Your objective:
Report, as a single number, how many lines of the records contain the word "rows".

---- Records to use

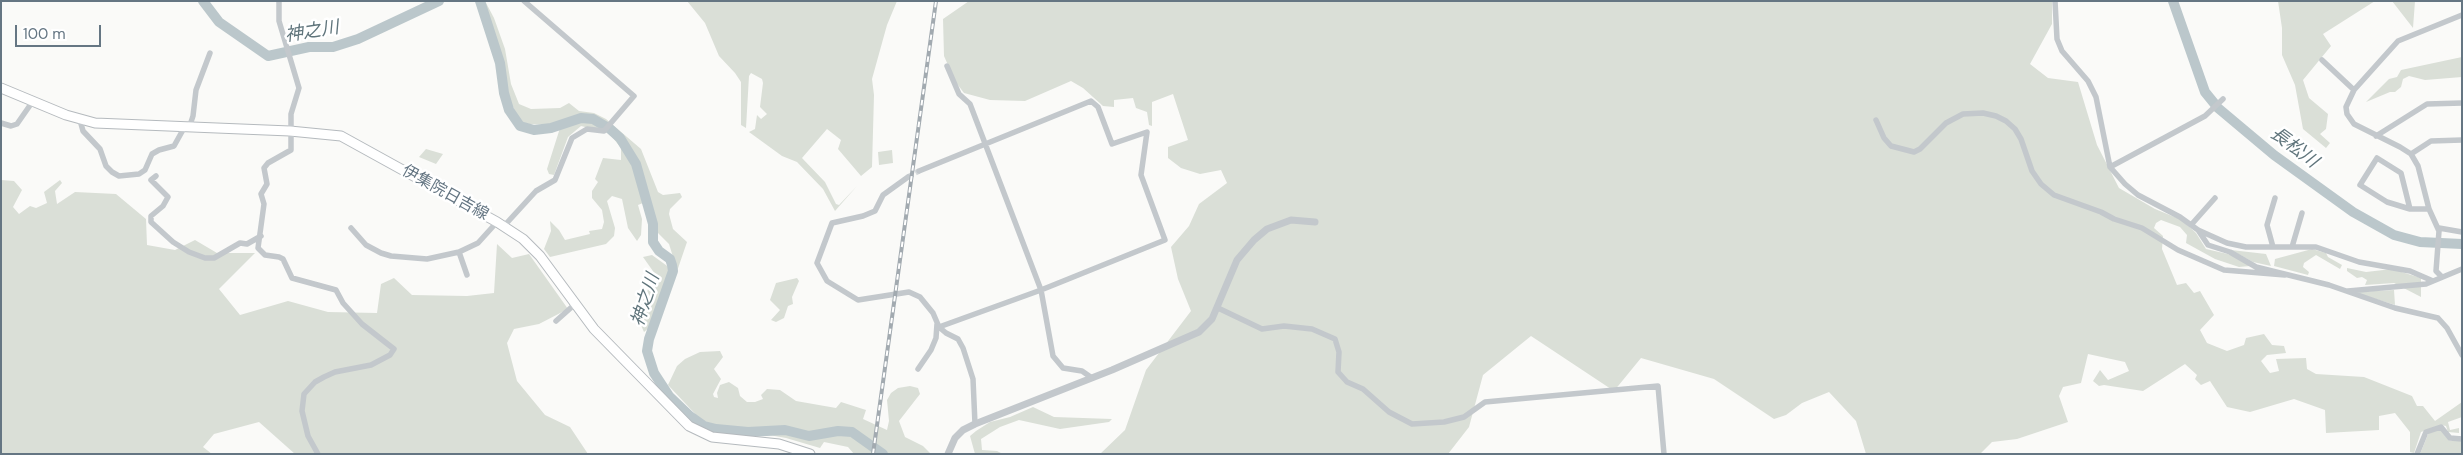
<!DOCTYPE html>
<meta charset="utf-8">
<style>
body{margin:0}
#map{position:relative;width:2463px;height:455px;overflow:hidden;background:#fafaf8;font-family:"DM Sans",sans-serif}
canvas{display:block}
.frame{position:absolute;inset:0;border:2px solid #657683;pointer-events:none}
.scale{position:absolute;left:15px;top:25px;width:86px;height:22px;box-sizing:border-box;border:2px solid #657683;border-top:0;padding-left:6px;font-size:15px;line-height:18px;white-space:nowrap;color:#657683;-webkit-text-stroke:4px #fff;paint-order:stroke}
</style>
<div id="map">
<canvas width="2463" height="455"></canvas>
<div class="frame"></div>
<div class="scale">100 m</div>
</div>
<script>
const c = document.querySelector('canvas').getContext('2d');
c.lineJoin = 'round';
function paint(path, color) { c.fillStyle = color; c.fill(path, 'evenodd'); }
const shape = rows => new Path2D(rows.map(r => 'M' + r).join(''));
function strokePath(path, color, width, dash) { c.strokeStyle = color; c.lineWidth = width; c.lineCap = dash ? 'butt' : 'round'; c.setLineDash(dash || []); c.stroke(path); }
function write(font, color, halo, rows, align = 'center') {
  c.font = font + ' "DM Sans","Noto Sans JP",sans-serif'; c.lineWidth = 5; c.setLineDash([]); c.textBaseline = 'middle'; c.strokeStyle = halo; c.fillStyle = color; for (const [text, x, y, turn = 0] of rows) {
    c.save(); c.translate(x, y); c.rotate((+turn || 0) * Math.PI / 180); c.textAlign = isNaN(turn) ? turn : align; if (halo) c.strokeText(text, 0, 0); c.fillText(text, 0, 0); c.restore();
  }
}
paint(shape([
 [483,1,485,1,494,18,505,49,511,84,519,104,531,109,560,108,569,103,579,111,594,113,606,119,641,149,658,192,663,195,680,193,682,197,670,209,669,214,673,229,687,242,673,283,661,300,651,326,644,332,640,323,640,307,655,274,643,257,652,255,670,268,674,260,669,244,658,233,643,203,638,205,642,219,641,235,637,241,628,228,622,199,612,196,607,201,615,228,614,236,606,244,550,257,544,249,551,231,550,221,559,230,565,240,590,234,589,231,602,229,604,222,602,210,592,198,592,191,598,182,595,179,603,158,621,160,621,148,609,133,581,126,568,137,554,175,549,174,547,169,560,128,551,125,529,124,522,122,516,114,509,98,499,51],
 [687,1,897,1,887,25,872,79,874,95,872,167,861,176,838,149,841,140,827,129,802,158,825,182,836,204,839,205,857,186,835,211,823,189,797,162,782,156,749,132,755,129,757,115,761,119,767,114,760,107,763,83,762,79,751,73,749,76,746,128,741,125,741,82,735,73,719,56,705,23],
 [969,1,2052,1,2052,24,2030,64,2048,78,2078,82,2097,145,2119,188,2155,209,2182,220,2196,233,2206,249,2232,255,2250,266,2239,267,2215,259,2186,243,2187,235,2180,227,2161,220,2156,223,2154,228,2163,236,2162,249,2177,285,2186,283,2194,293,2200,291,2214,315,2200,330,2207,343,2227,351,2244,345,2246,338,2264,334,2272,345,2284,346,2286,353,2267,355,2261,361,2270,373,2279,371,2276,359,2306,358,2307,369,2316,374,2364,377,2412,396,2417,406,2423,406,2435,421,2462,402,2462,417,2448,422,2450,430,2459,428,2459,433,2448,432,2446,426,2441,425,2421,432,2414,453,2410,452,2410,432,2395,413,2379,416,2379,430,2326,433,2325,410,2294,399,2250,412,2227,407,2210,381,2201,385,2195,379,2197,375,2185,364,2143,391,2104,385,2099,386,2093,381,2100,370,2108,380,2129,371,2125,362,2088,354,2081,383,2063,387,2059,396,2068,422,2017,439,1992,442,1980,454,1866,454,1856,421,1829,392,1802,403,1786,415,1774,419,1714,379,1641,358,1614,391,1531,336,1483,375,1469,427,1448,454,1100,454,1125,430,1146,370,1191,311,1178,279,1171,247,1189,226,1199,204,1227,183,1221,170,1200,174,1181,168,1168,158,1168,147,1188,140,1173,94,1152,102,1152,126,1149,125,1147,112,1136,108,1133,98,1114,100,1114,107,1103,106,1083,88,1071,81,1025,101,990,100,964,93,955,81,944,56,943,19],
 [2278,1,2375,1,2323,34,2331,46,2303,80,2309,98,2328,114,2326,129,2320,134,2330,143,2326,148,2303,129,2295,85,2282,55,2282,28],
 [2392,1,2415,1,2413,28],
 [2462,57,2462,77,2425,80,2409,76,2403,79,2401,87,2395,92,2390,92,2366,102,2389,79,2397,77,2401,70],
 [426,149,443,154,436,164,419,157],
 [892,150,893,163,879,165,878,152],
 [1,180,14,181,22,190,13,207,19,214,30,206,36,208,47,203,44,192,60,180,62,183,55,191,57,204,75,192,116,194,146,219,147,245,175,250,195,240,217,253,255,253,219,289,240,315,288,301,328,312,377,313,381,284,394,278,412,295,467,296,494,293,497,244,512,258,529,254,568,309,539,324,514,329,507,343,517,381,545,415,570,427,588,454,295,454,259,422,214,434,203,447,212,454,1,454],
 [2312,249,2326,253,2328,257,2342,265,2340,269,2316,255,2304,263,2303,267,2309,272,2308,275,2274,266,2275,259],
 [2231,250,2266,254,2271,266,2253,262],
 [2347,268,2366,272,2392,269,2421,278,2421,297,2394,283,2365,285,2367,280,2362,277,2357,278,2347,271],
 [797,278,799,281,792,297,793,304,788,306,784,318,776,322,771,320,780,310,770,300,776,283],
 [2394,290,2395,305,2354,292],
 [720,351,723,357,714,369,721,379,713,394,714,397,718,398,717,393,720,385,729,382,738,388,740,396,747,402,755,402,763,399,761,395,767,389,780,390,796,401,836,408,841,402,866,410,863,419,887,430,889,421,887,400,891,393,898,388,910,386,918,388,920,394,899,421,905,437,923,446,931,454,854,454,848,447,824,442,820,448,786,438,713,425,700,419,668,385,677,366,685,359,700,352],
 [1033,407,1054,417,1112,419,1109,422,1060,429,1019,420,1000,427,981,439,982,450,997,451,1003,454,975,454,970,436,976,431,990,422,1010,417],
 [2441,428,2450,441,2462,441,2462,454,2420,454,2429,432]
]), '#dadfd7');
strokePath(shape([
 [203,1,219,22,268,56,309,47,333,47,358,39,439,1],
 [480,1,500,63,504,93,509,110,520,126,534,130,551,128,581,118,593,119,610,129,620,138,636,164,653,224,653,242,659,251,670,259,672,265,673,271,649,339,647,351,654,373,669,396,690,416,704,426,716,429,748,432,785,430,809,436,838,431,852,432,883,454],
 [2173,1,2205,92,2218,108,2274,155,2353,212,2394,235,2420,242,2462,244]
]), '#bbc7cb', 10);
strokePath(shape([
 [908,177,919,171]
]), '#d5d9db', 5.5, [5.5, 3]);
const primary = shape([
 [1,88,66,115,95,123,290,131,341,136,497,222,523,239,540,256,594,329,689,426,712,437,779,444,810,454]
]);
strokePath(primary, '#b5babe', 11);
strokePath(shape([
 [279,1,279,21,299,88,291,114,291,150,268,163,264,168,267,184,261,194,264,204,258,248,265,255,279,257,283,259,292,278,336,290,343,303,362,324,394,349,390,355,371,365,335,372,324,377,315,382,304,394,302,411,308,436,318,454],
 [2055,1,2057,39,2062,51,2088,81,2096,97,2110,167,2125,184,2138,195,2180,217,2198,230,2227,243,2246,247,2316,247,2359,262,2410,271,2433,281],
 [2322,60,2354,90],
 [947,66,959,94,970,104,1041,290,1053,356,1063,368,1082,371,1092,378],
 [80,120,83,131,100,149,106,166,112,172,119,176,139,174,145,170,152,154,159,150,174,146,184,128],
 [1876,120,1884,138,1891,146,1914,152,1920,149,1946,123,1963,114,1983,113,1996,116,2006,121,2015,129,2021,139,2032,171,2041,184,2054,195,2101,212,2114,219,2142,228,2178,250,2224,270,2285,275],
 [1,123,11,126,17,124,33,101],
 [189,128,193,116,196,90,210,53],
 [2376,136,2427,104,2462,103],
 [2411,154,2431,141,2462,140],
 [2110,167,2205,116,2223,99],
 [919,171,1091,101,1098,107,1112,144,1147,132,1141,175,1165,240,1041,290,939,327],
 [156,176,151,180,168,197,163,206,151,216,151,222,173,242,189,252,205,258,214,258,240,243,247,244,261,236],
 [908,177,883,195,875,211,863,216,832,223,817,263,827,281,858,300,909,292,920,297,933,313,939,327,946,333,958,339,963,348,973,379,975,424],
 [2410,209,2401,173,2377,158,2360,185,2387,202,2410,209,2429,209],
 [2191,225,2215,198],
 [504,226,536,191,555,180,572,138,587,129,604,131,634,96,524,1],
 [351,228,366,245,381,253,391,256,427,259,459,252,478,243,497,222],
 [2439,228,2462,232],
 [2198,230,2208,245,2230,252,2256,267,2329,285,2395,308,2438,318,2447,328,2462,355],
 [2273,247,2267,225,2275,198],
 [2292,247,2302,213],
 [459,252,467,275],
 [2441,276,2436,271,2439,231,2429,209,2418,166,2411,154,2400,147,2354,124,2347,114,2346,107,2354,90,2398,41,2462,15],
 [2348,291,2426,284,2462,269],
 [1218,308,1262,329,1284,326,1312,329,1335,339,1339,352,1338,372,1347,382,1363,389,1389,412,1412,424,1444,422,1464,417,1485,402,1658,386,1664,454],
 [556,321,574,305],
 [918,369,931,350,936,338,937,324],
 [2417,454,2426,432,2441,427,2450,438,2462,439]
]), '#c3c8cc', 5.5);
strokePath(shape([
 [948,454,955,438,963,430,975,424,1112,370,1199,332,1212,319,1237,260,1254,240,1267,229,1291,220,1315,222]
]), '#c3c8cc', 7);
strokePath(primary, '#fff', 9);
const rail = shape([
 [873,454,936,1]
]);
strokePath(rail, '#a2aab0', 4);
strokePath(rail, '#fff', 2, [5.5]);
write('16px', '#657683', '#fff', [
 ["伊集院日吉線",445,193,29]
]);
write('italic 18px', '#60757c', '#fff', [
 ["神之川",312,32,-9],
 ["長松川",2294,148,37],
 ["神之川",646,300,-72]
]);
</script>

--------

Exercise response:
3